### Information shown
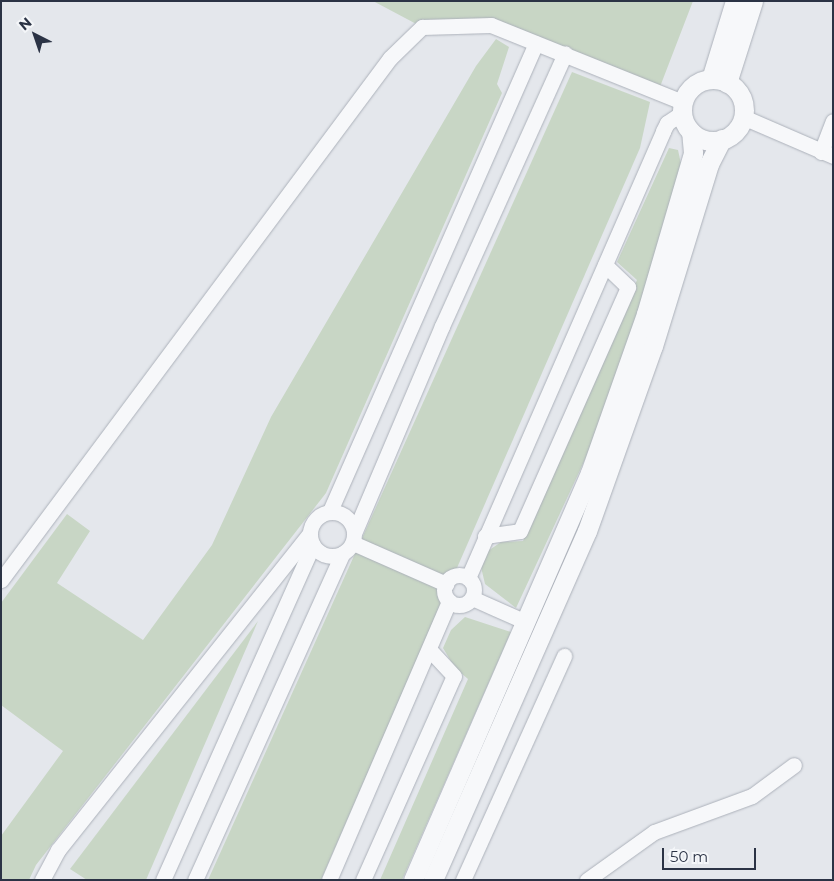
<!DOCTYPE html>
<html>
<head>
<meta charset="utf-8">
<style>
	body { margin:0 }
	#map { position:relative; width:834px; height:881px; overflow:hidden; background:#e4e7ec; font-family:Montserrat,sans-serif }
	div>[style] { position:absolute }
	.green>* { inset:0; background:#c8d6c5 }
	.roads { filter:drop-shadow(0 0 1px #acb1ba) drop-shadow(0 0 1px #acb1ba) }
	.minor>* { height:15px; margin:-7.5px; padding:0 7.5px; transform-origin:7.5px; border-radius:7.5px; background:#f7f8fa }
	.minor>.ring { margin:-7.5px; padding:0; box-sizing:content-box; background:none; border:15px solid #f7f8fa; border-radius:50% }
	.tertiary>* { height:19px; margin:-9.5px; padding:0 9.5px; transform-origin:9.5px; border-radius:9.5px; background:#f7f8fa }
	.tertiary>.ring { margin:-9.5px; padding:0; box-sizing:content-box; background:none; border:19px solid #f7f8fa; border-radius:50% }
	span { translate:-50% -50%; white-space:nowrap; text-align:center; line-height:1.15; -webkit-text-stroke:4.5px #f4f6f9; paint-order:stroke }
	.frame { position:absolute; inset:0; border:2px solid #2b3345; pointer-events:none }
	.north { position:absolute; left:10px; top:10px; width:50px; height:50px; -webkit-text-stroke:4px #f4f6f9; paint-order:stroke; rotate:319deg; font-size:14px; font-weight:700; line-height:20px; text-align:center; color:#2b3345 }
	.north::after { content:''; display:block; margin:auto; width:18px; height:22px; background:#2b3345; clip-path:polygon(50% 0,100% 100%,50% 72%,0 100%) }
	.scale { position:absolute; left:662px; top:848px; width:94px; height:22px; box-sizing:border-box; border:2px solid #2b3345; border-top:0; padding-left:6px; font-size:15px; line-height:18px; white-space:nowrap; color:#2b3345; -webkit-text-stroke:4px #f4f6f9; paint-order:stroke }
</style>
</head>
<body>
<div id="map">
	<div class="green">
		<i style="clip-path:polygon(373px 1px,693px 1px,658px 92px,492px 25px,422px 27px)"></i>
		<i style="clip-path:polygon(496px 39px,509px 47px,497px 84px,502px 93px,326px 493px,36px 865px,29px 880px,1px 880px,1px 836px,63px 751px,1px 705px,1px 603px,67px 514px,90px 531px,57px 583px,143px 640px,212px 545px,271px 417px,476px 66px)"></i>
		<i style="clip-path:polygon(572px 72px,650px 102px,640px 148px,321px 880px,208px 880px)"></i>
		<i style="clip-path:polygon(669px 148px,678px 150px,681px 164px,642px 300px,588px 453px,516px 608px,485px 584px,481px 567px,488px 551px,501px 542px,523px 541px,637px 280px,617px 262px)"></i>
		<i style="clip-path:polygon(465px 617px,511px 632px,402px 880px,380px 880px,468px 679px,455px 668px,443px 648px,451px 630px)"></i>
		<i style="clip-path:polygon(258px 621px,146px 880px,87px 880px,70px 869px)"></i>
	</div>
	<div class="roads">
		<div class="minor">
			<i style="left:743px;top:117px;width:98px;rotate:23.4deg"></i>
			<i style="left:821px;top:152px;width:33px;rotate:-69deg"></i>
			<i style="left:330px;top:511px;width:511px;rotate:-66.24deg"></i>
			<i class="ring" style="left:310px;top:512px;width:29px;height:29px"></i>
			<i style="left:355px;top:531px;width:223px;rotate:-67deg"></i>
			<i style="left:442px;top:326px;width:299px;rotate:-65.7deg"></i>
			<i style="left:485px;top:536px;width:35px;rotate:-8deg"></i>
			<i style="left:520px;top:531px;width:267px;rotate:-66.1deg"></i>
			<i style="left:628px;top:287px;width:32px;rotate:-136deg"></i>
			<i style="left:353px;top:543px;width:102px;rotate:23.8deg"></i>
			<i class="ring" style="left:444px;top:575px;width:15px;height:15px"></i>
			<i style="left:468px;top:578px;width:488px;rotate:-66.4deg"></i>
			<i style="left:663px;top:131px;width:9px;rotate:-63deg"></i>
			<i style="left:667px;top:123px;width:18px;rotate:-34deg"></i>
			<i style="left:1px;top:580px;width:651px;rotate:-53.31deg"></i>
			<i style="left:390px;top:58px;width:45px;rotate:-44.1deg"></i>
			<i style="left:422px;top:27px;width:69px;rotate:-1.7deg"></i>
			<i style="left:491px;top:25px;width:207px;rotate:21.9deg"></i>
			<i style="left:472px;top:598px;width:59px;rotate:24deg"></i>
			<i style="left:42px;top:880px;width:34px;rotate:-62deg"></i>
			<i style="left:58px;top:850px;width:405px;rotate:-51.5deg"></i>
			<i style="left:163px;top:880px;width:367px;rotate:-65.9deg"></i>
			<i style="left:195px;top:880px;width:358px;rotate:-65.7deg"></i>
			<i style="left:329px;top:880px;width:304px;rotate:-66.7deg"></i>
			<i style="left:363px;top:880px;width:223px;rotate:-66deg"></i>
			<i style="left:454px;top:676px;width:35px;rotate:-133deg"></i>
			<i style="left:463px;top:880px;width:246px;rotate:-65.7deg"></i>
			<i style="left:587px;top:880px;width:82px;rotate:-35.6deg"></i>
			<i style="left:654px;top:832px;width:104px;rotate:-20.2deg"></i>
			<i style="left:752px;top:796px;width:52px;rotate:-36.4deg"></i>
		</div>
		<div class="tertiary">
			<i style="left:711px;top:79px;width:82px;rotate:-72.9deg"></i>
			<i class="ring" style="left:682px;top:79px;width:43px;height:43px"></i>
			<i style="left:727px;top:83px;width:86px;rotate:-72.4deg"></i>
			<i style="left:413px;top:880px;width:444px;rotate:-66.5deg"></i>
			<i style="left:590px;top:473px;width:169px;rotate:-70.6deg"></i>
			<i style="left:646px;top:314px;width:168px;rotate:-73.7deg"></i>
			<i style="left:693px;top:153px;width:21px;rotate:-95deg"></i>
			<i style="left:433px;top:880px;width:381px;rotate:-66.2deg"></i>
			<i style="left:587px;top:531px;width:196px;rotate:-70.4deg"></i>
			<i style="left:653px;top:346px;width:190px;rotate:-72.9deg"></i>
			<i style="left:709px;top:164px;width:28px;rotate:-63deg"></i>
		</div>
	</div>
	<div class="frame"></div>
	<div class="north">N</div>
	<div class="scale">50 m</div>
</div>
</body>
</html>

### Work to complete
Exactly as written, reproduce the lines from the beginning of the material through the line with "filter:drop-shadow(0 0 1px", and skip any picture.

### Written solution
<!DOCTYPE html>
<html>
<head>
<meta charset="utf-8">
<style>
	body { margin:0 }
	#map { position:relative; width:834px; height:881px; overflow:hidden; background:#e4e7ec; font-family:Montserrat,sans-serif }
	div>[style] { position:absolute }
	.green>* { inset:0; background:#c8d6c5 }
	.roads { filter:drop-shadow(0 0 1px #acb1ba) drop-shadow(0 0 1px #acb1ba) }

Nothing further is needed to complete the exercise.